The incidence of thyroid cancer is growing, partially due to increased awareness and better diagnostic evaluations. According to American Cancer Society statistics, there were about 56,460 new cases diagnosed in 2012. Thyroid cancer diagnoses in the United States have doubled since 1990 but the mortality rate has remained about the same. In 2012, about 1,780 thyroid cancer deaths occurred.
In a publication from the Surveillance and End Results (SEER) database, the rising frequency of differentiated thyroid cancers was reported as being due to increasing detection, not necessarily as a result of increasing occurrences. Others believe this does not explain the increased incidence in developing countries in which the availability and quality of medical care has not risen to the level that would account for the rise in the number of diagnosed cases.
The ultrasound, especially in the hands of a thyroid specialist, has allowed us to image small thyroid nodules that otherwise might have been overlooked. Characteristics of the nodule, as well as size, allow us to better formulate the diagnostic and therapeutic course. Prompt detection and evaluation by means of an ultrasound-guided fine needle aspiration has allowed us to make decisions based on the cytopathology results, rather than having to subject the patient to more invasive surgical procedures, including hemithyroidectomies and total thyroidectomies.
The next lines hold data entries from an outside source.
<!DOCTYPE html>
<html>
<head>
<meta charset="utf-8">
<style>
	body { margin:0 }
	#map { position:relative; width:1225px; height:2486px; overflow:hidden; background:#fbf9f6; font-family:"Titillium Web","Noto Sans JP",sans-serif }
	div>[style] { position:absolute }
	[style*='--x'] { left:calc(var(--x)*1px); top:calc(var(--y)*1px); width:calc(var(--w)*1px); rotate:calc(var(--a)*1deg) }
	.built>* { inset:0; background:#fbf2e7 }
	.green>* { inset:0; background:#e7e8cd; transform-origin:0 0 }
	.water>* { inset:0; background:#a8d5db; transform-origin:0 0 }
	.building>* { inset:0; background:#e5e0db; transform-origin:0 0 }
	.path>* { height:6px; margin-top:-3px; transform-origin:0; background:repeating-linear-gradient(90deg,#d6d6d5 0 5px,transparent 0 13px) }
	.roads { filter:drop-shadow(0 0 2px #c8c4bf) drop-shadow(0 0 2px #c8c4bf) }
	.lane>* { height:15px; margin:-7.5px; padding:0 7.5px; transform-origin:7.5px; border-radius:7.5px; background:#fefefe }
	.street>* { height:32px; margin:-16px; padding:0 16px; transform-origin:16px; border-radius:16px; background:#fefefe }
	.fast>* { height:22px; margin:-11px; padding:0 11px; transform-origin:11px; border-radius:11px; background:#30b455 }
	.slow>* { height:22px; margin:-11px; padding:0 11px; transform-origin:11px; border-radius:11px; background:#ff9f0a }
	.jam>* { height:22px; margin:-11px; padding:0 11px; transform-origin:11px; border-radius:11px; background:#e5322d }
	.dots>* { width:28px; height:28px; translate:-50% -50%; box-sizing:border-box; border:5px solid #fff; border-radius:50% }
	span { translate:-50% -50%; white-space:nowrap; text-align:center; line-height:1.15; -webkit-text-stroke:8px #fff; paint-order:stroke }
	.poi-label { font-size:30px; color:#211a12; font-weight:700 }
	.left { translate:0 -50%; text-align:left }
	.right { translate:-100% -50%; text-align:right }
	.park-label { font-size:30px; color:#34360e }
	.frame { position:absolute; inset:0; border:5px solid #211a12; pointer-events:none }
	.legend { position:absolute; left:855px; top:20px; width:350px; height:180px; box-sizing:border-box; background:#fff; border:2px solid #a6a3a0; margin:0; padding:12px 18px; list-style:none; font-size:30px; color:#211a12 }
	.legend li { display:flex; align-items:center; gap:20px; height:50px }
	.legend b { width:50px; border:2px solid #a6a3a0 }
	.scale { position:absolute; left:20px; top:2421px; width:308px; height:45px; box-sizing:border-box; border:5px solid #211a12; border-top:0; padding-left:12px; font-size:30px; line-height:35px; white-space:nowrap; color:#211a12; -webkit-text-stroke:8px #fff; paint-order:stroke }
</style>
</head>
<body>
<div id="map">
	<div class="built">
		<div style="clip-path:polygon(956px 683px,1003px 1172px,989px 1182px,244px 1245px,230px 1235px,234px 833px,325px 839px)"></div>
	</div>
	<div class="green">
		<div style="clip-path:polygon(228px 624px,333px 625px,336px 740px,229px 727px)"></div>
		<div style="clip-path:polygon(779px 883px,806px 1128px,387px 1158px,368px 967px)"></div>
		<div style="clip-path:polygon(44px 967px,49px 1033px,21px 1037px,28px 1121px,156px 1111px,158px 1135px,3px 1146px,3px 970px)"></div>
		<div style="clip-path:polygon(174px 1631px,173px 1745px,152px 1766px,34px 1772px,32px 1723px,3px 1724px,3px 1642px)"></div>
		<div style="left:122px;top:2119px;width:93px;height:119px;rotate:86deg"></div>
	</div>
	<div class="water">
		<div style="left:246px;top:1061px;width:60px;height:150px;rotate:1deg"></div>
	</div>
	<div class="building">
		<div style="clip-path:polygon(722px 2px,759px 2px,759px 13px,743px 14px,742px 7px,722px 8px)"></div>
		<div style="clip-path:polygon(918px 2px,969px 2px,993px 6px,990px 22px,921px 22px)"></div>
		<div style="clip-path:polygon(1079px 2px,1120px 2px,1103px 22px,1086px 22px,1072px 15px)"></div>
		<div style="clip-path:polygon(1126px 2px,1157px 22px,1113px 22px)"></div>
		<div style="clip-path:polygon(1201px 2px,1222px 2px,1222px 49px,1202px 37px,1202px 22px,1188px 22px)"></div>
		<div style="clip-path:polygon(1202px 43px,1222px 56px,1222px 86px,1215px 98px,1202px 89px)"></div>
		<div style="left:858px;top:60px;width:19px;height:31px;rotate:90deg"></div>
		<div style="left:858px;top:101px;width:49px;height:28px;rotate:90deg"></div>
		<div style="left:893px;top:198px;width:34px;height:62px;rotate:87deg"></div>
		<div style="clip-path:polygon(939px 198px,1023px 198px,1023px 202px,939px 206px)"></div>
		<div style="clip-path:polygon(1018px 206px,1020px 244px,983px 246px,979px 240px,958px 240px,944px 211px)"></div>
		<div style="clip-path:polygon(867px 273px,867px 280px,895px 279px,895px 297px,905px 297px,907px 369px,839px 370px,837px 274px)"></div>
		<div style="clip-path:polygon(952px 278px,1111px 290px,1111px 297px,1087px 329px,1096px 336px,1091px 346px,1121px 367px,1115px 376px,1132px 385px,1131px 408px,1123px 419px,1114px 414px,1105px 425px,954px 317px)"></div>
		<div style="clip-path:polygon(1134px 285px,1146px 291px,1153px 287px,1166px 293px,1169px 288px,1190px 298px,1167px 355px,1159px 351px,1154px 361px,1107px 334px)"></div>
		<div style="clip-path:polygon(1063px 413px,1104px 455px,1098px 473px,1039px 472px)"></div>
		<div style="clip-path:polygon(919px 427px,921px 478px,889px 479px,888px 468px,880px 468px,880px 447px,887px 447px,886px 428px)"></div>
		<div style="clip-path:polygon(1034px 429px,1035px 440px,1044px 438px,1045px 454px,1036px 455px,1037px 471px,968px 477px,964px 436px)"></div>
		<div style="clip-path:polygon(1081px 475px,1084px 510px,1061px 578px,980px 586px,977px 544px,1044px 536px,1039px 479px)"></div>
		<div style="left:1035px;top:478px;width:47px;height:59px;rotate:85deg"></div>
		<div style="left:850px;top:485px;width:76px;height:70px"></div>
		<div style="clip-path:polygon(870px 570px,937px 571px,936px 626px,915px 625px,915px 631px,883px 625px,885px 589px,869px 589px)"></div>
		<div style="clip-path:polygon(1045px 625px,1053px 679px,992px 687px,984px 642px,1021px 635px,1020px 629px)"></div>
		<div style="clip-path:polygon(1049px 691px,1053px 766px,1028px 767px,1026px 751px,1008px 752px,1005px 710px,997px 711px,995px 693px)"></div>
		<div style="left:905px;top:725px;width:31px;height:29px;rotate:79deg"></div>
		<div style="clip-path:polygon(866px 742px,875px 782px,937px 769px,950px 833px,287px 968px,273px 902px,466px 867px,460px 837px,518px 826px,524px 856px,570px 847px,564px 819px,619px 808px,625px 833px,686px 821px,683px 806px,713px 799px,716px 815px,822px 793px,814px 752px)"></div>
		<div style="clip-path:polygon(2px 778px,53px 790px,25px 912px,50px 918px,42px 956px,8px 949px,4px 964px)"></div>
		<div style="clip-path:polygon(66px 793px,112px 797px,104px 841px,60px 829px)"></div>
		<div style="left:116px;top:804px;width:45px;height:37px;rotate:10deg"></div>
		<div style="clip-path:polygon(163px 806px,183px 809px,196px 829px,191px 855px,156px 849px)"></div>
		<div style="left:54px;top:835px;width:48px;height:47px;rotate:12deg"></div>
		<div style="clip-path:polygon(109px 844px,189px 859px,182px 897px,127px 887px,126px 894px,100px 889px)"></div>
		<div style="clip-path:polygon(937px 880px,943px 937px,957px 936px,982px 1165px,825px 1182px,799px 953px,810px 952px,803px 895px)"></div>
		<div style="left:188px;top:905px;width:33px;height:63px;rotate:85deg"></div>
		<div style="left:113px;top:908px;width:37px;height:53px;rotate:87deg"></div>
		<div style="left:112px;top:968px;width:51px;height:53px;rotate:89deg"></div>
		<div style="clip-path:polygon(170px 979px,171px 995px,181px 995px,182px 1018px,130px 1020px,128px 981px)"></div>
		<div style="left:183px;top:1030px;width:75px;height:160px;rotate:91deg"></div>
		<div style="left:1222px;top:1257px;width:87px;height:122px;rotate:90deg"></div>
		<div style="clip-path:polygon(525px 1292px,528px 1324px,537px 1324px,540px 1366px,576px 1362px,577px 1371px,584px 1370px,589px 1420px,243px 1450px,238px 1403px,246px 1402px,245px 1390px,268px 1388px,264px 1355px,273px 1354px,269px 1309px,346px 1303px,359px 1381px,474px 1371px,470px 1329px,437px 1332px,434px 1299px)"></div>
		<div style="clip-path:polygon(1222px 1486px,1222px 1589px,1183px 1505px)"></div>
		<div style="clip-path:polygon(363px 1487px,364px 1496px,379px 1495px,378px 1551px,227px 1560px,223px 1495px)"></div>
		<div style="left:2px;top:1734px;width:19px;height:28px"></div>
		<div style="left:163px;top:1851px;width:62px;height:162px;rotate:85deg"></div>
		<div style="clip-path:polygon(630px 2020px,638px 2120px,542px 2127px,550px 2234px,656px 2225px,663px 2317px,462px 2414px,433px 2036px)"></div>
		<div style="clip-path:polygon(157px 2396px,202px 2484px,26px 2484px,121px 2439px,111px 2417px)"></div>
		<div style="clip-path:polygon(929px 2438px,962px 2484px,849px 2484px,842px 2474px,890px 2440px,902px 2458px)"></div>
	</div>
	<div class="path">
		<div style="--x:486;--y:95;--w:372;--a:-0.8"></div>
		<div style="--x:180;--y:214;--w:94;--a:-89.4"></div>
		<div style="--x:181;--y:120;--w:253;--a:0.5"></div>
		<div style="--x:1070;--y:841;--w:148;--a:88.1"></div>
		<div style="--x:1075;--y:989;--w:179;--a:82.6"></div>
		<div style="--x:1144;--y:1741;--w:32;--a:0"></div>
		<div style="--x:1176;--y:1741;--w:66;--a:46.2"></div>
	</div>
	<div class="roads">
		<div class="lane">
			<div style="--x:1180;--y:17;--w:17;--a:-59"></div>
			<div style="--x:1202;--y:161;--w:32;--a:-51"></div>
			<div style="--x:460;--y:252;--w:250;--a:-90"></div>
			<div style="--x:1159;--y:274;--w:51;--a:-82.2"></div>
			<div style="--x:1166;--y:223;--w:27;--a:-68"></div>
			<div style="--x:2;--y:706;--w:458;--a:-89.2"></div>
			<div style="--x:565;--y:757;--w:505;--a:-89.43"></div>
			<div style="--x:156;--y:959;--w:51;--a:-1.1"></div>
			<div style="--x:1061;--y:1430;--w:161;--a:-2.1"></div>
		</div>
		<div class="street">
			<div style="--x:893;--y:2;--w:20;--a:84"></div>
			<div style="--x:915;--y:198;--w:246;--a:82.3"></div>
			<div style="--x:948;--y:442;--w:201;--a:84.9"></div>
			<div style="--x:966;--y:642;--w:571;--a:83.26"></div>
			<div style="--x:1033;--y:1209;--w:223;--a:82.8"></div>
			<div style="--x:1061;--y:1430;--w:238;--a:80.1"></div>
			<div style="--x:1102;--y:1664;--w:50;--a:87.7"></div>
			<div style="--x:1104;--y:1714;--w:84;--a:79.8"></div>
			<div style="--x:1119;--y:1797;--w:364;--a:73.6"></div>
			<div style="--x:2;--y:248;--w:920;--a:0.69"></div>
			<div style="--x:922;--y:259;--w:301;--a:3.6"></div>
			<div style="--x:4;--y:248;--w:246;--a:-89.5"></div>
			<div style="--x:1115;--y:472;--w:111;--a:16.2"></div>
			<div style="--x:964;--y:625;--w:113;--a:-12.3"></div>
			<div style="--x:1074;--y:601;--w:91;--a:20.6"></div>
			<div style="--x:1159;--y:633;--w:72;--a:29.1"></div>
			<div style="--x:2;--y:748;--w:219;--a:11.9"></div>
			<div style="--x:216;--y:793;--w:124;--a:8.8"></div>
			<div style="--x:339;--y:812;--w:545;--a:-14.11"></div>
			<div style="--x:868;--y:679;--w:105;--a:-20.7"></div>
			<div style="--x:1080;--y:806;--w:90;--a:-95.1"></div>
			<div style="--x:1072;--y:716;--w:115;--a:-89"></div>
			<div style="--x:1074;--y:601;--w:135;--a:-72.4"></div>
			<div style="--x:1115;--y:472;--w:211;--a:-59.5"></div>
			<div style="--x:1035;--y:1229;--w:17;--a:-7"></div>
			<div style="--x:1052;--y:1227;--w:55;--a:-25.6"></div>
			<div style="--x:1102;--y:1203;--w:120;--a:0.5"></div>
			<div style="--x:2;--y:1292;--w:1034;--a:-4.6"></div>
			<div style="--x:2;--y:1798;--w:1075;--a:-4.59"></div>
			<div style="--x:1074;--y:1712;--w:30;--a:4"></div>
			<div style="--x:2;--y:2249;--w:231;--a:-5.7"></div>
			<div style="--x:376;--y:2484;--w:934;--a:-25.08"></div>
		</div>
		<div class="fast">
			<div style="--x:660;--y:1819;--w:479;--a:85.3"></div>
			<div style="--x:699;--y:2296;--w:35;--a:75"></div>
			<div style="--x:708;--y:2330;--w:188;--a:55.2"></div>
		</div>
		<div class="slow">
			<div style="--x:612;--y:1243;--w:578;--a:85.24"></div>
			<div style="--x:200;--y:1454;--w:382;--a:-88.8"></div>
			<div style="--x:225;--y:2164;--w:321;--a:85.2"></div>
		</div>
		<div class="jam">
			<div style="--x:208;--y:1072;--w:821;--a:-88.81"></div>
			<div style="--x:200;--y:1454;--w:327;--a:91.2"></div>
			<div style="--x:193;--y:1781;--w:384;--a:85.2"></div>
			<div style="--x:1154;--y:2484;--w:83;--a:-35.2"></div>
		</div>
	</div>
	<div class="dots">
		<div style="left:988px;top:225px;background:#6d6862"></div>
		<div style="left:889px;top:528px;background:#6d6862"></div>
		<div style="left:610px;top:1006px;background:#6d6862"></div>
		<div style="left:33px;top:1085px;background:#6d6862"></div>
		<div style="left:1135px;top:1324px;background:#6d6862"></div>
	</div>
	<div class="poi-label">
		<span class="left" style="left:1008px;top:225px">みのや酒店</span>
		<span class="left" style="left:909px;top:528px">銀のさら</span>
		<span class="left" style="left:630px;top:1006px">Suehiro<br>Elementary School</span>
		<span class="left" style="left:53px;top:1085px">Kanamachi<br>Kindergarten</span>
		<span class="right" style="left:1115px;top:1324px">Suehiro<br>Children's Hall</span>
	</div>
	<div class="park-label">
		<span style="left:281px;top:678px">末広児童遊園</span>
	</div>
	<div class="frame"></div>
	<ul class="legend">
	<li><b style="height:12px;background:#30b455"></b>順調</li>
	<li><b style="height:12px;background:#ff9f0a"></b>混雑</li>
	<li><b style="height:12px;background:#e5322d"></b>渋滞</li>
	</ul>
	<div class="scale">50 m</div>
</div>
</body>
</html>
Unfortunately, the cytology results sometimes (10-15 percent) are not diagnostic of either thyroid cancer or a benign nodule. Up to now, nodules that are suspicious for being follicular or Hürthle cell adenomas are further classified as being benign or malignant by examining the entire surgical specimen. Patients require further studies often are subjected to surgery only to find out the nodule is benign. The risk of malignancy, depending on the ultrasound characteristics and other clinical findings, is between 20 and 35 percent. Certain genetic (molecular) markers are being evaluated to help minimize the necessity for surgery. Molecular testing of the aspirate may help in narrowing the odds, and there are certain situations in which it can assist in the decision making, but there needs to be more clinical studies completed before it is considered for routine use.
Treatment of the differentiated thyroid cancers (papillary and follicular) is changing secondary to ongoing research, which is helping us tailor our therapeutic regimens. The extent of surgery varies and is based on a very through preoperative assessment, which often includes imaging studies to access for local and metastatic disease. The ultrasound of the soft tissue of the neck allows for a complete assessment of the cervical lymph nodes and is used to determine the extent of a lymph node dissection. After the surgery is completed, the need for radioactive I-131 should be considered to ablate any thyroid remnant that remains. Unlike the “old days,” not everyone requires treatment. Those who do should be treated only after a low-iodine diet and consideration for treatment with two injections of recombinant thyroid stimulating hormone to avoid withdrawal from the levothyroxine.
In contrast, external beam radiotherapy (EBRT) is used infrequently in differentiated thyroid cancer. The American Thyroid Association (ATA) guidelines suggest its use in patients over age 45 who have disease outside the thyroid at surgery and who have a high likelihood of tumor remaining at the microscopic level. It is also indicated in those patients with gross residual tumor who are deemed not to be candidates for further surgery or RAI.
Patients who now receive EBRT do so with advanced radiation techniques. Those who undergo irradiation of the head and neck region are at risk for long-term effects to the salivary glands and larynx. One modern technique called intensity modulated radiation therapy (IMRT) is able to spare more healthy tissue by dividing the beam into individual beamlets and varying the dose so that it is lowest adjacent to healthy tissues. These sophisticated radiation modalities offer better coverage of the target and less normal tissue sequelae, providing a favorable treatment option for highly selected patients.
Review of the individual cases by the endocrine (thyroid) tumor board allow for a multidisciplinary and personalized approach to treatment in accordance with national guidelines. The dosage and goals of thyroid suppressive therapy are determined based on the staging of the tumor and re-evaluated with time. Thyroid ultrasounds and thyroglobulin panels are monitored, looking for signs of re-occurrences and metastasis. Repeat nuclear medicine whole-body studies and stimulated thyroglobulin levels are sometimes utilized, depending on the patient’s clinical status. PET scans are only considered in situations in which the thyroglobulin levels are rising and are not taking up radioactive I-131. Patients with metastatic disease can be considered for innovative clinical trials.
The promise of optimizing integration of targeted therapies, which are currently being tested in clinical trials, means the future is bright. Phase II studies have already shown efficacy for agents such as axitinib, sorafenib and motesanib. Researchers are evaluating angiogenesis inhibitors, immunomodulators and even gene therapy. Thyroid specialists will thus have more options than ever before to diagnose these malignancies earlier with the promise of tailored, effective therapies.